Get autodiff working #2

rodluger · 2018-02-26T00:42:27Z

Ultimately we want to use starry for inference, so having analytic derivatives of the light curve will be super useful.

ericagol · 2018-04-26T00:59:53Z

I got autodiff working on the s_n(r,b) components. I just finished coding up the s_n function in Julia, and I implemented autodiff using the ForwardDiff package. I haven't added analytic derivatives of the elliptic integrals: ForwardDiff diffs those as well.

I still haven't gotten the transformation and rotation matrices computed, but these should be straightforward.

rodluger · 2018-04-26T01:20:34Z

Fantastic! @dfm and I are going to try to get that working in C++ on Friday.

…

On Wed, Apr 25, 2018, 9:59 PM Eric Agol ***@***.***> wrote: I got autodiff working on the s_n(r,b) components. I just finished coding up the s_n function in Julia, and I implemented autodiff using the ForwardDiff package. I still haven't gotten the transformation and rotation matrices computed, but these should be straightforward. — You are receiving this because you were assigned. Reply to this email directly, view it on GitHub <#2 (comment)>, or mute the thread <https://github.com/notifications/unsubscribe-auth/AI5FK0oQx6XifoQ-VTWVNWUV0C0WCAqoks5tsRwKgaJpZM4SSiiw> .

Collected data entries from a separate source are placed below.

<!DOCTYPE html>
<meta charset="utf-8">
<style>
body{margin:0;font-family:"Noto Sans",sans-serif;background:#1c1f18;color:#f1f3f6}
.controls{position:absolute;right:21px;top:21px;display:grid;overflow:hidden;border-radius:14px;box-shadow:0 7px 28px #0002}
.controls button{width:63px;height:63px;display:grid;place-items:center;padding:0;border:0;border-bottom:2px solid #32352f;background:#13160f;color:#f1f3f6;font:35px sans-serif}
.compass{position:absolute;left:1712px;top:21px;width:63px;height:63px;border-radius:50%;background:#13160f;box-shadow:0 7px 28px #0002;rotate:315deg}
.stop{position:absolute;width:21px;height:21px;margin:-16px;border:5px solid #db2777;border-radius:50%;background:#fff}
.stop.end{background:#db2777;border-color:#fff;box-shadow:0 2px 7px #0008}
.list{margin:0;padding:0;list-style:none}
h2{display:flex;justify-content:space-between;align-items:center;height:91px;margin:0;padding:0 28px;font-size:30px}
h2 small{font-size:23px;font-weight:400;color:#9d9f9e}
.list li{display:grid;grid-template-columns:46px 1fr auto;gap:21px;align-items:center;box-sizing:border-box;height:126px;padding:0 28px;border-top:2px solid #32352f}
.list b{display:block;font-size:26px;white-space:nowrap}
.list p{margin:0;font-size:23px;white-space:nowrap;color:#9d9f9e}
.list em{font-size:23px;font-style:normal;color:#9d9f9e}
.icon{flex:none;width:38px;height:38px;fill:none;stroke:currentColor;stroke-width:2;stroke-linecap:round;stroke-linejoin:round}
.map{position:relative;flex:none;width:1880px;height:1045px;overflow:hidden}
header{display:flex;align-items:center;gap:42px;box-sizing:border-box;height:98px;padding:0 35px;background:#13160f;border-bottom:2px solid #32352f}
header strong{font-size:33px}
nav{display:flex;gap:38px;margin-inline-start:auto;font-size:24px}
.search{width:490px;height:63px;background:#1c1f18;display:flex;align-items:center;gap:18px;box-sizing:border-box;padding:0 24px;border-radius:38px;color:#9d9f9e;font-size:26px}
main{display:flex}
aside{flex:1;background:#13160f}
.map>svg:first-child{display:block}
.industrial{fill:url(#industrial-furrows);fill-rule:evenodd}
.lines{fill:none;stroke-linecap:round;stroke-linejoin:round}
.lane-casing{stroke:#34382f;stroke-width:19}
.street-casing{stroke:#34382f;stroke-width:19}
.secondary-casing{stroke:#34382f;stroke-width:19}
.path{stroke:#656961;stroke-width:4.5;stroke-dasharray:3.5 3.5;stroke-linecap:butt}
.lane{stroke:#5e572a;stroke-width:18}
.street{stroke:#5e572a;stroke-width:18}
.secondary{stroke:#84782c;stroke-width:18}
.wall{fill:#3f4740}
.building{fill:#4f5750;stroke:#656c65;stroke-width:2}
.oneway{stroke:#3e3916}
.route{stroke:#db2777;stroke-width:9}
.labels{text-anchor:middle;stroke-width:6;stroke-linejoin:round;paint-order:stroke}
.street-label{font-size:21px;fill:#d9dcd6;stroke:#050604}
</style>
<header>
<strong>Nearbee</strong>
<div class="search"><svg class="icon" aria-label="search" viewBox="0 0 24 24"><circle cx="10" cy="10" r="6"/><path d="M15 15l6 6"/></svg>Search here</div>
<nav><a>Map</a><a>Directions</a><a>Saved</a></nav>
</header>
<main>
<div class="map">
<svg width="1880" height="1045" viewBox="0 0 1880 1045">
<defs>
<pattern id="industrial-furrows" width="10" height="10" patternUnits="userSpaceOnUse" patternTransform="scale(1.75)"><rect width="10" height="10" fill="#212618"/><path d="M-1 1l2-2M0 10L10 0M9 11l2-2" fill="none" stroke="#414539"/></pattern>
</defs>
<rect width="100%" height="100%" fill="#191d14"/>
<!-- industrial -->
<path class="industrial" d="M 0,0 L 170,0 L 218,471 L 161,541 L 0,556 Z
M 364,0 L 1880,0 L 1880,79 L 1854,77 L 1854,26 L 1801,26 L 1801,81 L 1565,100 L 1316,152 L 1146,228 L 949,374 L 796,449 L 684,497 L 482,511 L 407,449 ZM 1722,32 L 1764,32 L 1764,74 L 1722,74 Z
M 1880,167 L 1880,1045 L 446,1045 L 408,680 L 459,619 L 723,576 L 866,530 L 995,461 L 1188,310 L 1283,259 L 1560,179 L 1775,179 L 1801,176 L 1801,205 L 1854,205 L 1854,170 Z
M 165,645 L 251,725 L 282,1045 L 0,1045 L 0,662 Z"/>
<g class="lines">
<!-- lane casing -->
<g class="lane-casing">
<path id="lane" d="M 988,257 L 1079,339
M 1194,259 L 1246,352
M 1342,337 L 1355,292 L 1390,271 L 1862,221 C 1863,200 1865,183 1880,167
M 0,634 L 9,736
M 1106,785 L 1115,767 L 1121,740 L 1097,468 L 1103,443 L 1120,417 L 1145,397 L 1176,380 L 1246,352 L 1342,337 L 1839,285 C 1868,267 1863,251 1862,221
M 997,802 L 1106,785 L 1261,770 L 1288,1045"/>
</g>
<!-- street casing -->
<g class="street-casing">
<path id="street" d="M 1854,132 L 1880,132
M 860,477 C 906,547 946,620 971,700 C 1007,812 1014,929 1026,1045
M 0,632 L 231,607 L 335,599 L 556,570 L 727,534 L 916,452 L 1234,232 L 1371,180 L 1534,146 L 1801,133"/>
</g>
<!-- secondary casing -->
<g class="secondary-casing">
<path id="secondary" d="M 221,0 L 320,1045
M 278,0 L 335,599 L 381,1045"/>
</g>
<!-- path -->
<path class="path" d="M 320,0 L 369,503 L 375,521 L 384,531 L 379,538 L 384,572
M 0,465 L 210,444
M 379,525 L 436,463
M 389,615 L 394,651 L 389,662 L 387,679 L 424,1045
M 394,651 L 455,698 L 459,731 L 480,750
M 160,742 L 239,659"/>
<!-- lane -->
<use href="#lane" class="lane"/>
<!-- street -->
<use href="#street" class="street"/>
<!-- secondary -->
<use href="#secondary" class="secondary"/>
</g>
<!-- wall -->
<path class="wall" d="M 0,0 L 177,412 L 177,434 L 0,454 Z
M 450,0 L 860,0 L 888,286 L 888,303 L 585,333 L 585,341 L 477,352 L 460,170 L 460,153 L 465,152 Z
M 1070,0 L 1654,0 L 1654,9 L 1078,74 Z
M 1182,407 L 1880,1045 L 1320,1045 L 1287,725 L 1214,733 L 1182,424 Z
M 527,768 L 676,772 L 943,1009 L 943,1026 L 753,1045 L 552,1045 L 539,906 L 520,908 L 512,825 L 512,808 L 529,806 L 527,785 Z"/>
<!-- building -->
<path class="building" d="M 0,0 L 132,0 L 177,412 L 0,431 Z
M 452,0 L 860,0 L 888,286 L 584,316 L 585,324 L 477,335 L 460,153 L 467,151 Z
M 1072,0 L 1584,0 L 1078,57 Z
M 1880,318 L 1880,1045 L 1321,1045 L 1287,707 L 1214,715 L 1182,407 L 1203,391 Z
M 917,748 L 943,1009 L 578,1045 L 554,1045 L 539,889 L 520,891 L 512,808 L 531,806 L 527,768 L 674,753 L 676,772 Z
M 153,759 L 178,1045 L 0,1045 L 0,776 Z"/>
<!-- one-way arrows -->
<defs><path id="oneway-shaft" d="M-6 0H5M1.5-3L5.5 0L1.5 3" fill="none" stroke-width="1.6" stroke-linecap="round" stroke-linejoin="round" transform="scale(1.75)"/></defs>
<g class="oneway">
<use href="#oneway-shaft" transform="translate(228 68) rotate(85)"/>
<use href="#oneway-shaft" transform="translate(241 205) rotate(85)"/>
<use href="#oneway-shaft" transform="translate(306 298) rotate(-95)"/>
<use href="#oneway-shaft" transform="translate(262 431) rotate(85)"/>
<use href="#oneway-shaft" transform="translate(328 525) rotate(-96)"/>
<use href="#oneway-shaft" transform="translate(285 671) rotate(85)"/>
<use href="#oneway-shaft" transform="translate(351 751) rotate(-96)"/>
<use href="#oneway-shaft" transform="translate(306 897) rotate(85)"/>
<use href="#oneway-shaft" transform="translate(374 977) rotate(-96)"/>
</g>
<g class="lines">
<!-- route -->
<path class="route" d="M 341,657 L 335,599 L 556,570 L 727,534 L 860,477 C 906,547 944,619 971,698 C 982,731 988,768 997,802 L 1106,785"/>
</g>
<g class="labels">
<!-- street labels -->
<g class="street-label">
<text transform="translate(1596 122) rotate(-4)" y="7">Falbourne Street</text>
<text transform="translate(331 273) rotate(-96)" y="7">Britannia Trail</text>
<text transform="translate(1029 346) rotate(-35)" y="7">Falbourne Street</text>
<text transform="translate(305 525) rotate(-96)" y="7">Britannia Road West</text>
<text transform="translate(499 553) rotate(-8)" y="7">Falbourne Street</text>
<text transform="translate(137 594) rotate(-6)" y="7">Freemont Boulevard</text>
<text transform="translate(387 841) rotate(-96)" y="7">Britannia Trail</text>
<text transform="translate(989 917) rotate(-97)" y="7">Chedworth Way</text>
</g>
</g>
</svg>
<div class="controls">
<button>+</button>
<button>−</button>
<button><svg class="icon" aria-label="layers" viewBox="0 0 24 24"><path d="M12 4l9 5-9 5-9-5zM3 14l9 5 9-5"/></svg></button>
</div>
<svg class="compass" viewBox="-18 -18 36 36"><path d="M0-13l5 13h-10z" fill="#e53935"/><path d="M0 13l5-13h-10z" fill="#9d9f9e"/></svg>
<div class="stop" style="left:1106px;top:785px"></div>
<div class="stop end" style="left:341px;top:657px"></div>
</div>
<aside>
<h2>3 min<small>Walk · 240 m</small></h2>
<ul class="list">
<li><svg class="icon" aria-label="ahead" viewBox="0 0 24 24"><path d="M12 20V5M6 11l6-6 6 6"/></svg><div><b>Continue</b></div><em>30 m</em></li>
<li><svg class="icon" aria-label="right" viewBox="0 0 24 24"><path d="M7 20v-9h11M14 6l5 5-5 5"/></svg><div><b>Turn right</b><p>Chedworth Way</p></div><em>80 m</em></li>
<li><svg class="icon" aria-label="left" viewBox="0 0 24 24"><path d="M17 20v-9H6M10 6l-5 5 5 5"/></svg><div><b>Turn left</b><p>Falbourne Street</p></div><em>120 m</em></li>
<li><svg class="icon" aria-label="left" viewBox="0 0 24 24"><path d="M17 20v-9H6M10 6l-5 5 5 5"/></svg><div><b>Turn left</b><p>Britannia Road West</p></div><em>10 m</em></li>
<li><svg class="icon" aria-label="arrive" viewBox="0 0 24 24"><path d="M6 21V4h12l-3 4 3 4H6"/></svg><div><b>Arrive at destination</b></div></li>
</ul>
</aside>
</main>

rodluger · 2018-04-26T10:38:47Z

@ericagol Can you create a julia folder in the top level of the repository and place your code in there?

ericagol · 2018-04-26T17:39:48Z

Yes. I just created a folder called julia/ at the top level of the repo where I placed this code and a preliminary README.md.

rodluger · 2018-04-26T17:41:13Z

Great, thanks!

rodluger · 2018-05-01T18:44:29Z

@dfm Autodiff is working beautifully! Thanks for the help.

rodluger · 2018-05-01T18:56:17Z

Currently computing gradients of the flux in this test file. Run make test_autodiff to compile it. I'm going to add a gradient option to the pybind interface so we can start using this!

rodluger · 2018-05-02T00:01:50Z

@dfm How do I tell Eigen to not compute derivatives for a given variable? Say I have the function

template <typename T>
T testfunction(T& x1, T& x2, T& x3) {
    return x1 + x2 * x2 + x3 * x3 * x3;
}

and I want to compute derivatives w/ respect to x1 and x2, but not x3. Because of the way I've templated this, all three must have the same type, so if x1 and x2 are AutoDiffScalars, so too must x3. A cryptic comment in this example,

/**
* Important note:
* All ActiveScalars which are used in one computation must have
* either a common derivative vector length or a zero-length
* derivative vector.
*/

led me to believe that I could just resize x3.derivatives() to size zero, but that leads to weird assertion errors. Any tips?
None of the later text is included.